My Decade in Rap, Pt. 3 [2006-2007]
My personal trip down memory lane continues. I’ve already recapped the first half of the rap in the millennium in parts one and two, now we push past the halfway mark with 06-07. Here’s the next chapter of the past decade of music as I remember it.
For some reason, I get this depressed feeling when I start thinking about ’06. Maybe it’s because I pretty much bought into Nas’ whole “Hip-Hop Is Dead” campaign. I mean, how could I not?
Being in New York it seemed like everyone was feeling sorry for hip-hop, except for them snap happy southerners. They were still getting most of the spins and pushing units—albeit of the ringtone vary—with joints like Yung Joc’s “It’s Going Down” and DJ Unk’s “Walk It Out.” Heck, even the reclusive Andre 3000 came out to rep on the remix of Unk’s dance-inducing hit.
Certainly, Jim Jones made NYC proud with his widespread hit “We Fly High (Ballin’),” and Fat Joe had the clubs poppin’ with “Make It Rain,” but that wasn’t enough to make a disgruntled New Yorker such as myself feel better about hip-hop.
Not even the return of the king himself could do it. In fact when Jay-Z did the expected by announcing his return I was actually rooting against the then-president of Def Jam. I was feeling like the old guy had lost a step and the last thing hip-hop needed was Jordan with the four-five coming off the bench to save the game.

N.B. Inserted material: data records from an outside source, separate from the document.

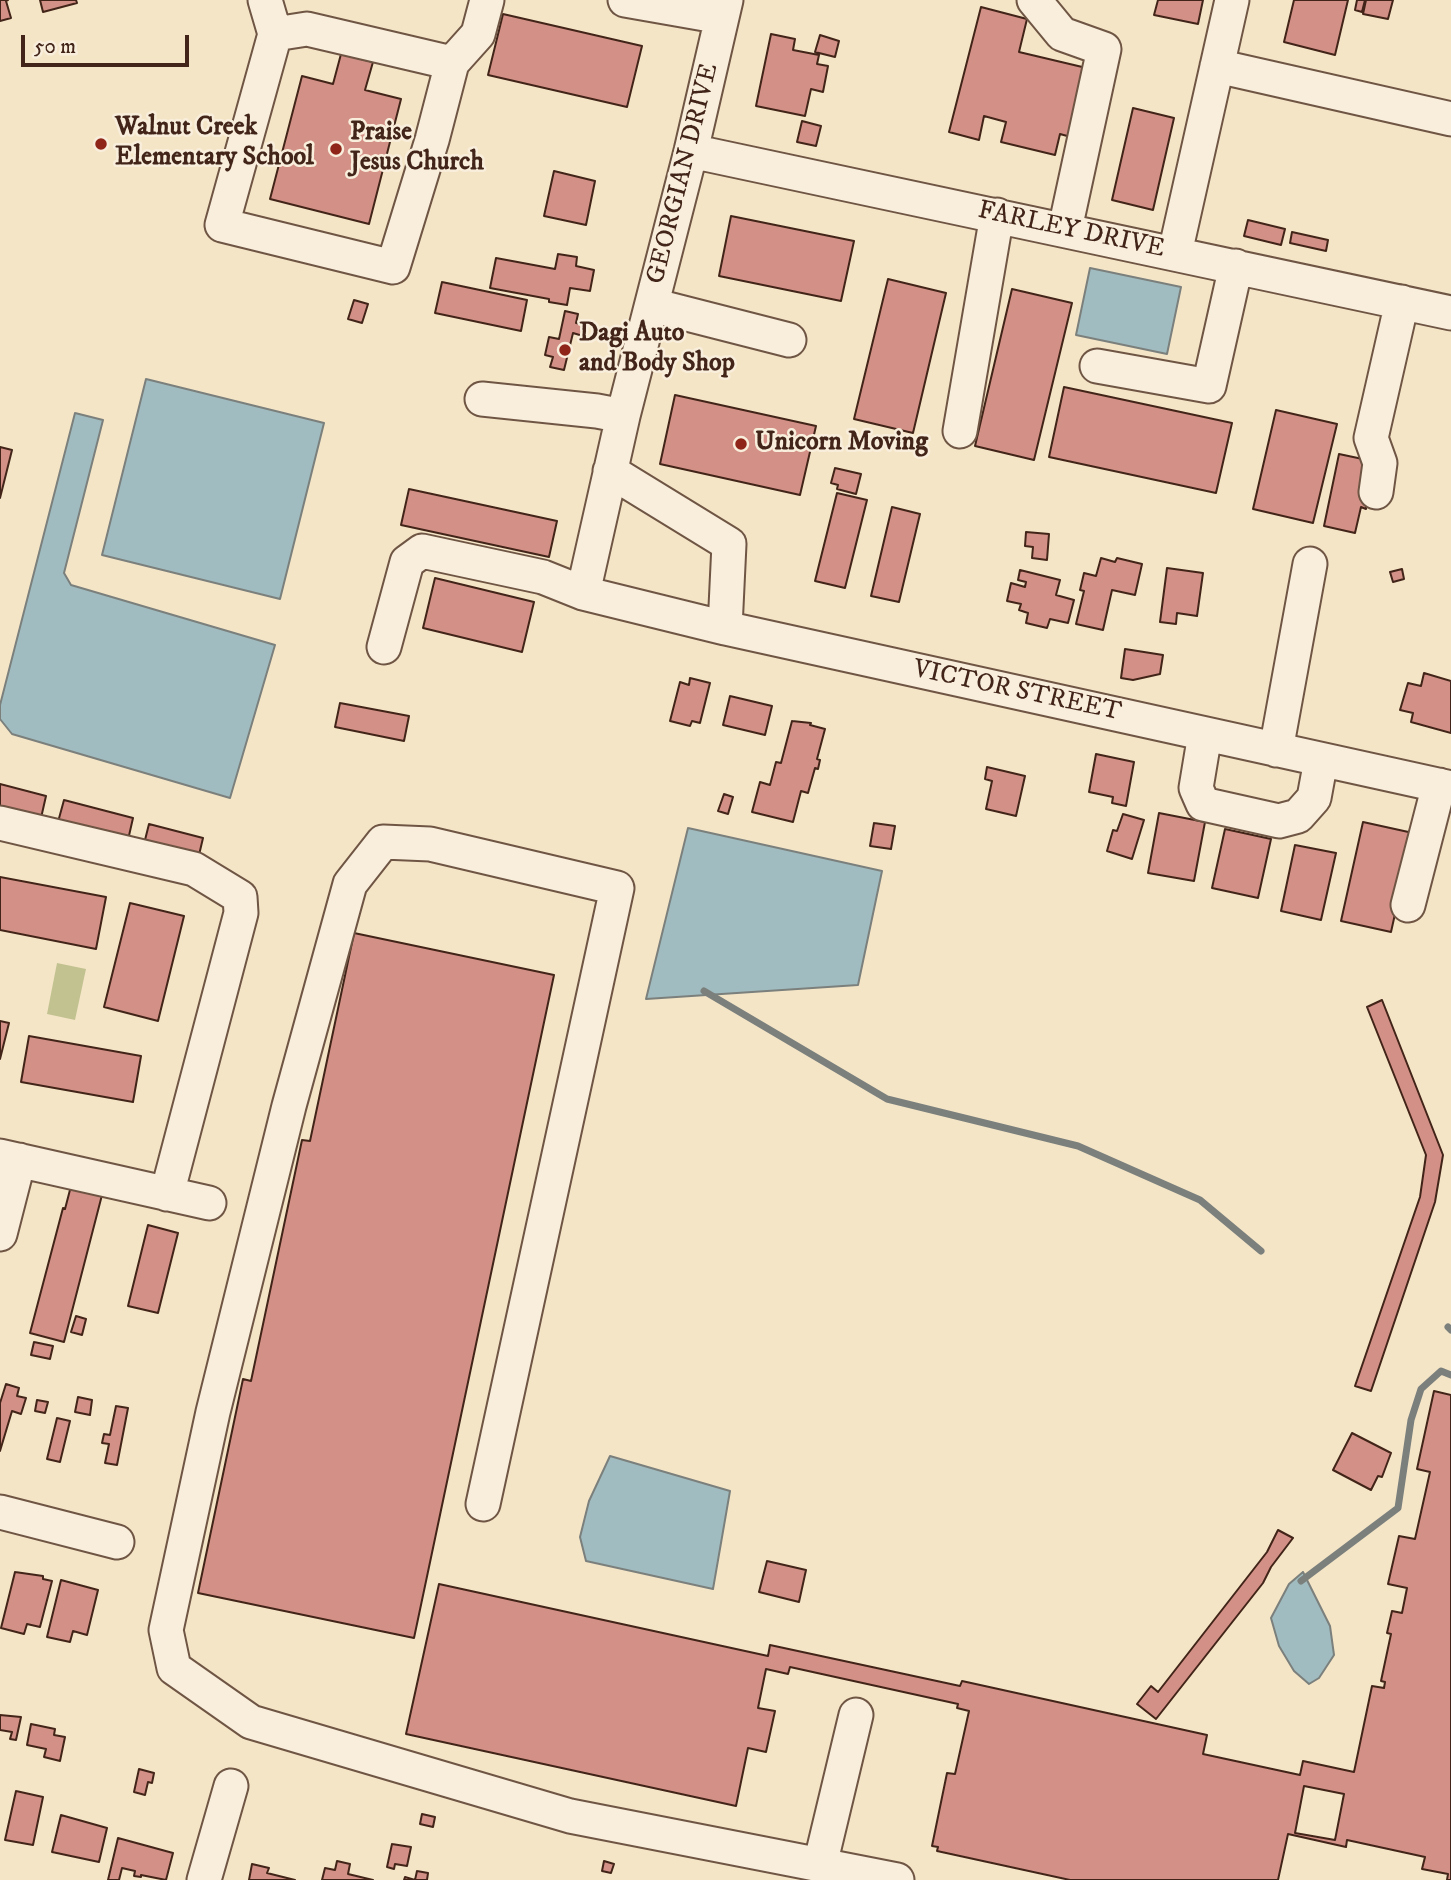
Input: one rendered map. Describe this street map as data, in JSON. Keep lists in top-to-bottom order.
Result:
{
  "streets": {
    "street": ["GEORGIAN DRIVE", "FARLEY DRIVE", "VICTOR STREET"]
  },
  "crossings": [
    ["GEORGIAN DRIVE", "FARLEY DRIVE"],
    ["GEORGIAN DRIVE", "VICTOR STREET"]
  ],
  "places": [
    "Walnut Creek Elementary School",
    "Praise Jesus Church",
    "Dagi Auto and Body Shop",
    "Unicorn Moving"
  ],
  "scale_bar": "50 m"
}
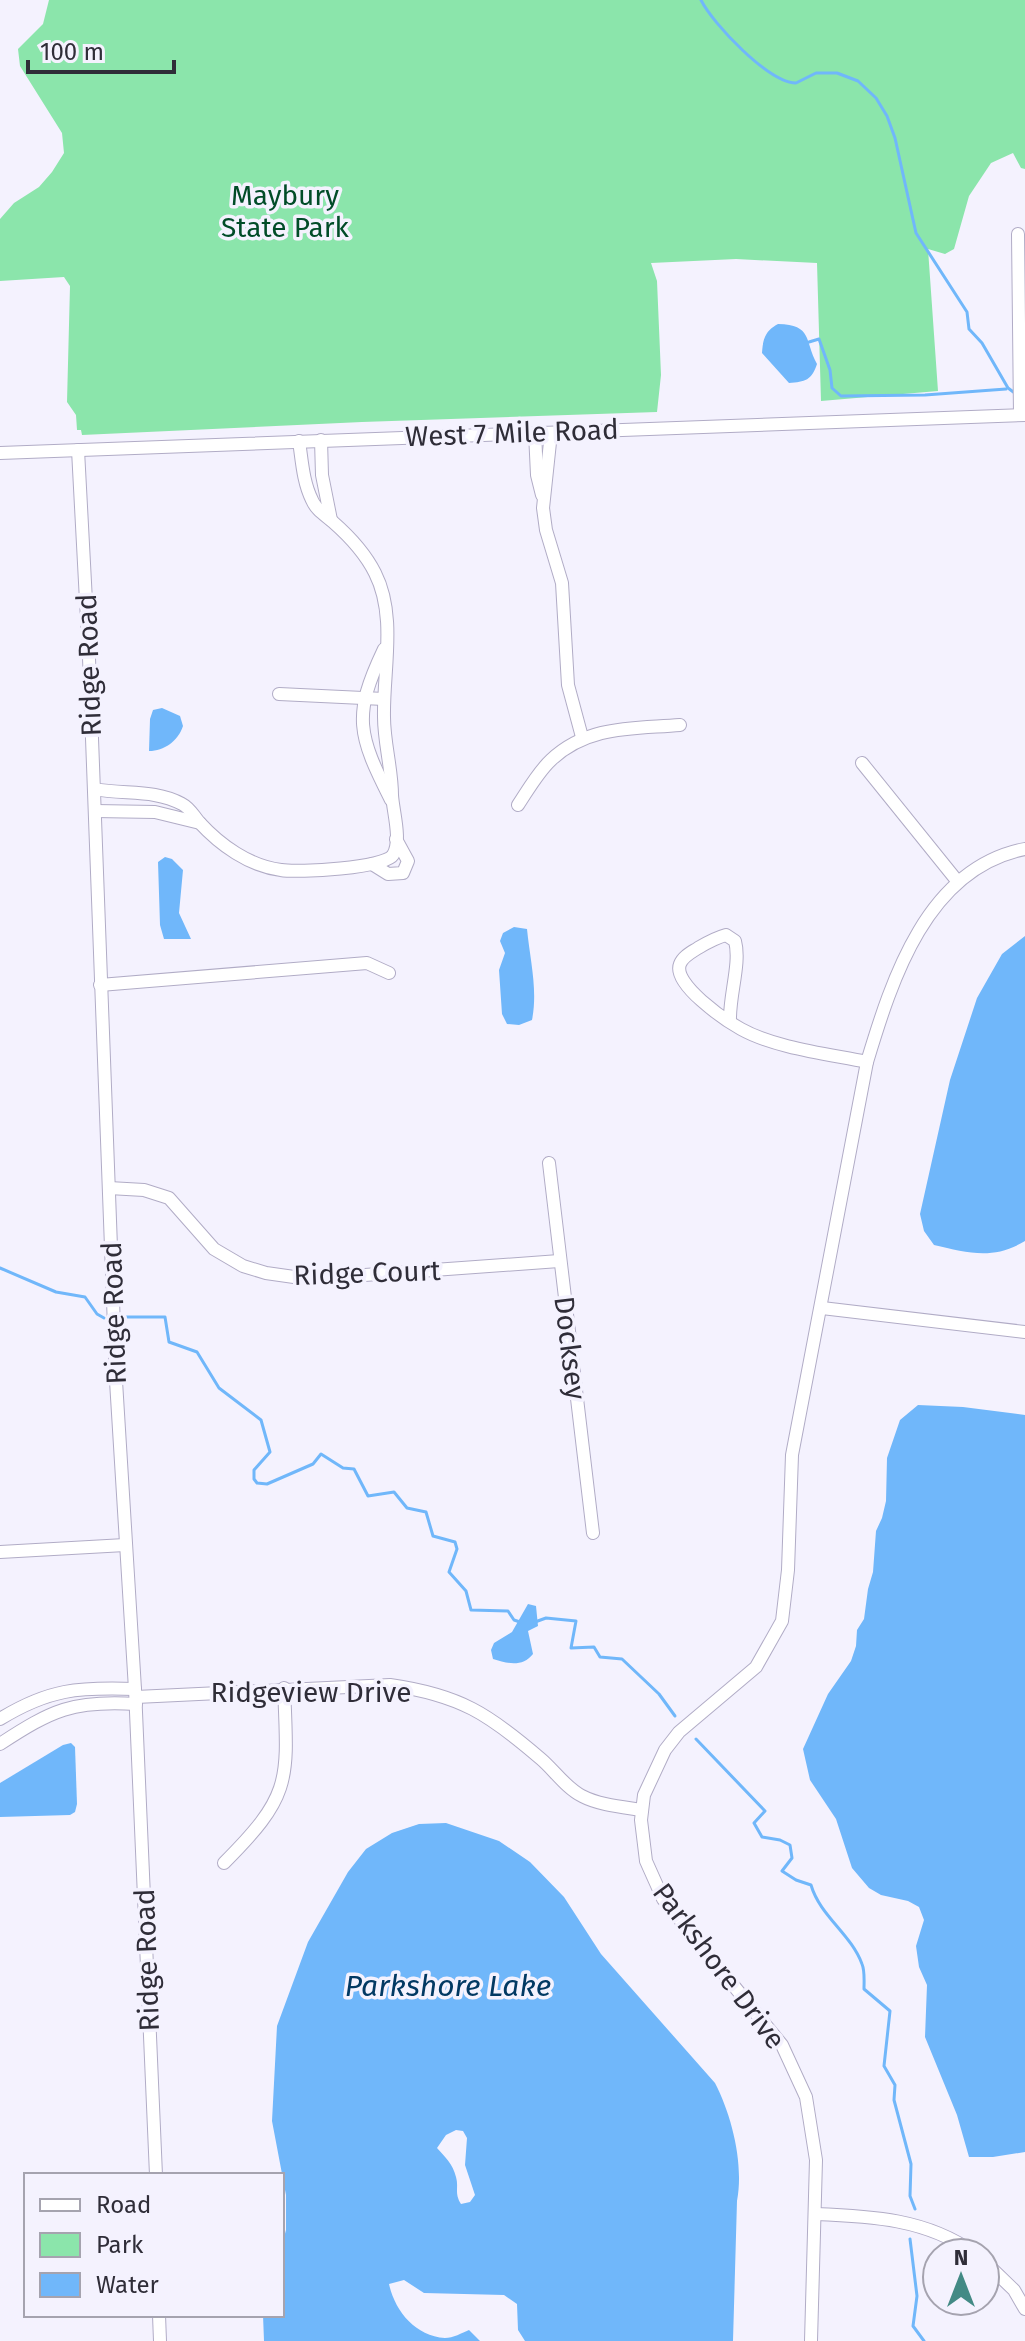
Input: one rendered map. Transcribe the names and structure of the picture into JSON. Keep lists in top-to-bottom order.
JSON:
{
  "streets": {
    "street": [
      "West 7 Mile Road",
      "Ridge Road",
      "Ridge Court",
      "Docksey",
      "Ridgeview Drive",
      "Parkshore Drive"
    ]
  },
  "crossings": [
    ["West 7 Mile Road", "Ridge Road"],
    ["Ridge Road", "Ridge Court"],
    ["Ridge Road", "Ridgeview Drive"],
    ["Ridge Court", "Docksey"],
    ["Ridgeview Drive", "Parkshore Drive"]
  ],
  "water": ["Parkshore Lake"],
  "parks": ["Maybury State Park"],
  "legend": ["Road", "Park", "Water"],
  "scale_bar": "100 m",
  "north": "top"
}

Honestly, when Cam’ron spit, "Sign a rapper from the borough, get off Jeezy’s dick and Rick Ross…shit" on the Hov diss record, “It’s Going Down,” I was in full agreement with him. Then, when I heard Kingdom Come, my point was proven. In the court of public opinion, the album was regarded as one of Jay’s worst by far. Not for a second was I buying that “30 was the new 20.” C’mon, son!
Despite my overall gloomy feeling about hip-hop at the time I still saw some bright spots for the future. Lupe Fiasco was impressive on his debut, Food & Liquor. On my first listen of the album I couldn’t get past “Hurt Me Soul.” I must have played that track 20 times over before I got to the rest of the album. The Chicago rapper was dope and he was becoming the golden child for the budding “hipster” movement. It felt like every hip-hop event I went to there’d be dudes on skateboards dressed like Pharrell and Kanye. I couldn’t figure it out at the time.
What I did know for sure, though, was that Rick Ross’ “Hustlin’” was a hit. The big man from Miami who rapped under the pseudonym of the real life LA drug kingpin shipped plenty of units of his debut Port Of Miami, which debuted at No. 1, thanks to having a huge first single. And while I wasn’t inspired by sophomore efforts from Young Jeezy (The Inspiration) and The Game (Doctor’s Advocate), watching T.I.’s rise to mega stardom was impressive. No one had a bigger 2006 than T.I. The “King of South” went Hollywood as he starred in the coming of age flick ATL and topped the charts with his fourth album King.
Sadly, producer J. Dilla passed away before he got a chance witness the success of Donuts and finish one of my favorite albums of year, The Shining. In the end I walked away from a dim 2006 with an unexpected gem, Birdman & Lil Wayne’s Like Father, Like Son as my go to album.